[DESCRIPTION OF THE TASK] Please print only the top portion of the entries below, ending with the line that contains "path.moveTo(r[0], r[1]);", exactly as written.

(Extracted data entries)
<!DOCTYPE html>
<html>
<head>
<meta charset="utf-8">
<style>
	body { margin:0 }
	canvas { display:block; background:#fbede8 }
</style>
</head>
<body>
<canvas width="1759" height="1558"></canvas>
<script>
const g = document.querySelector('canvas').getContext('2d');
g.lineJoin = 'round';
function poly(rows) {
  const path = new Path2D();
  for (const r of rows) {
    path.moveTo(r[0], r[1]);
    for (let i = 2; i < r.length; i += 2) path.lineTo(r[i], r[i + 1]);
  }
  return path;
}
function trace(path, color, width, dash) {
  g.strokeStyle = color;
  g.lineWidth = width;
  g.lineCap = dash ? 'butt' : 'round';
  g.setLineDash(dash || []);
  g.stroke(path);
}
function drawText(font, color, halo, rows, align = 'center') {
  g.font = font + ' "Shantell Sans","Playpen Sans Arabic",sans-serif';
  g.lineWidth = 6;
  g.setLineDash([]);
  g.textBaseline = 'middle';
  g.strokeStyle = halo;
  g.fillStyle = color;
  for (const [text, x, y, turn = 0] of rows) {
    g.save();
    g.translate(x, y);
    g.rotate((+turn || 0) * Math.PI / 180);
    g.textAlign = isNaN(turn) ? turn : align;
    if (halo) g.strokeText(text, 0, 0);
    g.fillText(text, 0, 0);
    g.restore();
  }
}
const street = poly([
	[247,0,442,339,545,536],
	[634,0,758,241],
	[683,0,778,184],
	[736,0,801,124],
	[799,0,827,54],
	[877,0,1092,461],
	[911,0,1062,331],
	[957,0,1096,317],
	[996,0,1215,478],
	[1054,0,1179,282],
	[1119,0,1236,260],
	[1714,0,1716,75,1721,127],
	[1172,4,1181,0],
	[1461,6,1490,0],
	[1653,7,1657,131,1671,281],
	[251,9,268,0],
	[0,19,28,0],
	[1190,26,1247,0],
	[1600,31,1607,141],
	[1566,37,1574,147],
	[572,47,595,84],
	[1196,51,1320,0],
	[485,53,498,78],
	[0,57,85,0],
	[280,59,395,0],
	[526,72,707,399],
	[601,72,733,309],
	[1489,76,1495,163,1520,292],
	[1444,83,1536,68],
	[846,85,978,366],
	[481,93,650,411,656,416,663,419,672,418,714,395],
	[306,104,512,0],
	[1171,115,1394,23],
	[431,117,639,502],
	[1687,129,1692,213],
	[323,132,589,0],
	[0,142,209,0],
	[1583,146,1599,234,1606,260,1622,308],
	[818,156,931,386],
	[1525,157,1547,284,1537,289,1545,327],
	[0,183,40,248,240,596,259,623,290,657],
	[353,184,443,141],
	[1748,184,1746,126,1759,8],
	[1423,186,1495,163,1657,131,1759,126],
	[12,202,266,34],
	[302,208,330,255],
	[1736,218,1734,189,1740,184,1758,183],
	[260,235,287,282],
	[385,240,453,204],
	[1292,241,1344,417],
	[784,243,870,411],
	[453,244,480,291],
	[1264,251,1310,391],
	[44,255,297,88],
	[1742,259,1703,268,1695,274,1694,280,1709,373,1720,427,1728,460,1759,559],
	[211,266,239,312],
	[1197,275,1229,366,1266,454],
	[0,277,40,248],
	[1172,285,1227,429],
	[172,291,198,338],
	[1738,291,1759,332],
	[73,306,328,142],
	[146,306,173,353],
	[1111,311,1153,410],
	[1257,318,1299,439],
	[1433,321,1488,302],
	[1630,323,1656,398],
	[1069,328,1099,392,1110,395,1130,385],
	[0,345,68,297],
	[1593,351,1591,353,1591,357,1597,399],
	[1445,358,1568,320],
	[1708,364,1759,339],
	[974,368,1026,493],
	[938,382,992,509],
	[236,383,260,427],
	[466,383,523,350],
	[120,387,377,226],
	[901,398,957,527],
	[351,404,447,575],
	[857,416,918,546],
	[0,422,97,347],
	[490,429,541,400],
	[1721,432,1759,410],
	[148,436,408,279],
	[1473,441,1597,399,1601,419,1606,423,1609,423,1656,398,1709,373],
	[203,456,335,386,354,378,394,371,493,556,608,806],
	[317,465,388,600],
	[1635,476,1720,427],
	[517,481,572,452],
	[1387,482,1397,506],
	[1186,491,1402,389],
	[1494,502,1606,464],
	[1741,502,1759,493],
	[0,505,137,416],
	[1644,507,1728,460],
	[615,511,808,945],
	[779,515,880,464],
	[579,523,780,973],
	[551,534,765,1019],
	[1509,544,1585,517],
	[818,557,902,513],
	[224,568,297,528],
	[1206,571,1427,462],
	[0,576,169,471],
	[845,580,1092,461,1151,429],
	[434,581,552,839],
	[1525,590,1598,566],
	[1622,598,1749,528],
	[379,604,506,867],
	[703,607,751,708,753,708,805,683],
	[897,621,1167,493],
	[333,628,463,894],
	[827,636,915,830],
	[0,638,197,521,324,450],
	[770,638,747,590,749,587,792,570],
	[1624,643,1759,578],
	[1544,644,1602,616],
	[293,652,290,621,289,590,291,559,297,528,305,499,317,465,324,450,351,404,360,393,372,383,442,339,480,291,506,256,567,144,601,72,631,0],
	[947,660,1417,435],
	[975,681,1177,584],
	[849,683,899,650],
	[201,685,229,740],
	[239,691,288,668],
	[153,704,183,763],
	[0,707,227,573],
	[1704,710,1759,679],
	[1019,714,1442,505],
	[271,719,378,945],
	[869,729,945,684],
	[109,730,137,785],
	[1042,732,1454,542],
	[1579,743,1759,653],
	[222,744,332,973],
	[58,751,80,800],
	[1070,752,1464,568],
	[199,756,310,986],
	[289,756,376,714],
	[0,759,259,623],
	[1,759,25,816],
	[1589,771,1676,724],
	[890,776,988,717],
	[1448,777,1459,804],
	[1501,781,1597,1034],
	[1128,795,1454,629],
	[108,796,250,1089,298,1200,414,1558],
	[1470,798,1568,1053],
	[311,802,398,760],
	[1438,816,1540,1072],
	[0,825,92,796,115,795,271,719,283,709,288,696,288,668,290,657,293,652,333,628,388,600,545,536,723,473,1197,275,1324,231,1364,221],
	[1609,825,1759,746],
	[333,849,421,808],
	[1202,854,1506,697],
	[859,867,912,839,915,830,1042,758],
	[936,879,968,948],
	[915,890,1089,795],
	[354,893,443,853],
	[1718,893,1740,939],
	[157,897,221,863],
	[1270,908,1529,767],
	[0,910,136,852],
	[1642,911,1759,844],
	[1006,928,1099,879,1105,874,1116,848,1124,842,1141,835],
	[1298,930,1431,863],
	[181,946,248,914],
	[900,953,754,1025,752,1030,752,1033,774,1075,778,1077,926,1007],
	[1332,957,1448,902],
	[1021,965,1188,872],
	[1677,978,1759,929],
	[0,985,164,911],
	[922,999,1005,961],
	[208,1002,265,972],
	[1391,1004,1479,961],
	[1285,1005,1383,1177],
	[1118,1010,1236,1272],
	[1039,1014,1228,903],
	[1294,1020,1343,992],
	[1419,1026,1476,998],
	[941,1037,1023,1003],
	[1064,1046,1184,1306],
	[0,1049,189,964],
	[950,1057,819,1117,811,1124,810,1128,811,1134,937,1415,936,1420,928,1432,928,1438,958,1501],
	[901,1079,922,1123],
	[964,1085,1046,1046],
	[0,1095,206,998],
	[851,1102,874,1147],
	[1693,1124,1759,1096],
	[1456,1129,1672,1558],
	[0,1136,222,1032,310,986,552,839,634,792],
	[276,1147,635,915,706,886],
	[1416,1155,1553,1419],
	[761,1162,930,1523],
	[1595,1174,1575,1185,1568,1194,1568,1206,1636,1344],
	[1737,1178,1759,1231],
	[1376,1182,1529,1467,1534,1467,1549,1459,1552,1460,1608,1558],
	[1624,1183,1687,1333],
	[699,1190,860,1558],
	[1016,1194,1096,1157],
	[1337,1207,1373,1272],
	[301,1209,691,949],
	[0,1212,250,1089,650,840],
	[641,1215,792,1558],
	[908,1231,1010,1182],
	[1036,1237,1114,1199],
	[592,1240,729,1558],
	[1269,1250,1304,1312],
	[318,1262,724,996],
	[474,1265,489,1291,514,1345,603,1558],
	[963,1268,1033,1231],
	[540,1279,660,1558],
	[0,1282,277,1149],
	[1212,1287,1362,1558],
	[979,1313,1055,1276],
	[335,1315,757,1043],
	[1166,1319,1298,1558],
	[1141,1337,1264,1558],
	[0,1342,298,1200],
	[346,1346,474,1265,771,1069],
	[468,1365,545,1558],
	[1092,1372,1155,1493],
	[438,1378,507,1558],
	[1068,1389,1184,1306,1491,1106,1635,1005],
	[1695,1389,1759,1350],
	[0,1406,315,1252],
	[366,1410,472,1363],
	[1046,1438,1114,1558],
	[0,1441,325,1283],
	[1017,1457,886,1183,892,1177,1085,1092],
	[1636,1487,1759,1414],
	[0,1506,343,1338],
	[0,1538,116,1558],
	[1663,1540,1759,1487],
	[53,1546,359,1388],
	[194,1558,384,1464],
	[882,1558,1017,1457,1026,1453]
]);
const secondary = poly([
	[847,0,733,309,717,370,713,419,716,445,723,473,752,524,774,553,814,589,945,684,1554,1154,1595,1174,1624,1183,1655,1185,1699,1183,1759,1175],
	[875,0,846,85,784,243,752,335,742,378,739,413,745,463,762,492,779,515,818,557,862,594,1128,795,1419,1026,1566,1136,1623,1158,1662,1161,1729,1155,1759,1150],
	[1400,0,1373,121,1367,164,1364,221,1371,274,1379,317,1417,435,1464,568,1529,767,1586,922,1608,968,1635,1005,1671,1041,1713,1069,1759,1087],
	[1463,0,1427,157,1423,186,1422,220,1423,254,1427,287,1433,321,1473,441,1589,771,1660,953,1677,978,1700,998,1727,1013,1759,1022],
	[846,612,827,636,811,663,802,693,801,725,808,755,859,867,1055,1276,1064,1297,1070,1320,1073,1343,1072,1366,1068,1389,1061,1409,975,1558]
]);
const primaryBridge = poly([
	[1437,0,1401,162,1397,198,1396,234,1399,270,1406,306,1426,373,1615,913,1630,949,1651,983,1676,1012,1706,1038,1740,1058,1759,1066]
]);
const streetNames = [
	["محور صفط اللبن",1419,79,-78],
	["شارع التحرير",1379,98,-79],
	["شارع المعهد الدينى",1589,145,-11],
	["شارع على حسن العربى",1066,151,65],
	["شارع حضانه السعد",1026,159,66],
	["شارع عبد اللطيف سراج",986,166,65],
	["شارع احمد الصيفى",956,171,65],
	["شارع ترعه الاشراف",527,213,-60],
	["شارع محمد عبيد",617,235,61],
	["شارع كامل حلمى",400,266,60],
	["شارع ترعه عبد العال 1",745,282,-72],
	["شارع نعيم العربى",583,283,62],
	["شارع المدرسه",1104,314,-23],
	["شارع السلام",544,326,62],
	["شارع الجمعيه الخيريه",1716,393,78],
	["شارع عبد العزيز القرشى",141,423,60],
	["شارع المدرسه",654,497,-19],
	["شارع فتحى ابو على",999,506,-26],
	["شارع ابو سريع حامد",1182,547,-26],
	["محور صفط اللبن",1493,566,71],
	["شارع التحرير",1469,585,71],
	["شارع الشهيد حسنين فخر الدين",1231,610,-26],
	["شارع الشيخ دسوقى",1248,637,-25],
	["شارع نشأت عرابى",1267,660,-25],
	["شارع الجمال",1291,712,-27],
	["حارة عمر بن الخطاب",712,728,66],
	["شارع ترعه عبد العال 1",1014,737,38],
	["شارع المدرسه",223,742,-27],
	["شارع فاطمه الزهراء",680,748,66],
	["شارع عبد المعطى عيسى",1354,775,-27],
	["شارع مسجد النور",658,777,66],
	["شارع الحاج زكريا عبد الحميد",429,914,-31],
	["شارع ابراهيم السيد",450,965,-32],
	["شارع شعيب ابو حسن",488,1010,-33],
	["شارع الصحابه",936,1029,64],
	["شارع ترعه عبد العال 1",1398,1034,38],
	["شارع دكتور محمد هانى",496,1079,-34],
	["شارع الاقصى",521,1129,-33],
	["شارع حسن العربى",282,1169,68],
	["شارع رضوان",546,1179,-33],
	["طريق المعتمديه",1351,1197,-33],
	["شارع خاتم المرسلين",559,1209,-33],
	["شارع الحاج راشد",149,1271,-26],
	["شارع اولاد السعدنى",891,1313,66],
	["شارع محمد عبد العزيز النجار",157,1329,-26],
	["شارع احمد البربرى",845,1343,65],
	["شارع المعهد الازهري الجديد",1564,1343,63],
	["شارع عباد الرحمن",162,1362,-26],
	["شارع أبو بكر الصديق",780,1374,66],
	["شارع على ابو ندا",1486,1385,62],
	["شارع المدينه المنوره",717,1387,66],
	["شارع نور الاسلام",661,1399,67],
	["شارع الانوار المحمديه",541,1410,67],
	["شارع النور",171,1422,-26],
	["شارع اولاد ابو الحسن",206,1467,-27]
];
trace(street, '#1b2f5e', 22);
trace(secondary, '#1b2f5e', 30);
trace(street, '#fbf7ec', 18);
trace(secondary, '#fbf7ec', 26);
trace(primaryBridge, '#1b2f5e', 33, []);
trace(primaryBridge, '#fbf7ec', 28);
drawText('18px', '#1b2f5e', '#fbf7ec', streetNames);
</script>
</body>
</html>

[COMPLETED EXERCISE]
<!DOCTYPE html>
<html>
<head>
<meta charset="utf-8">
<style>
	body { margin:0 }
	canvas { display:block; background:#fbede8 }
</style>
</head>
<body>
<canvas width="1759" height="1558"></canvas>
<script>
const g = document.querySelector('canvas').getContext('2d');
g.lineJoin = 'round';
function poly(rows) {
  const path = new Path2D();
  for (const r of rows) {
    path.moveTo(r[0], r[1]);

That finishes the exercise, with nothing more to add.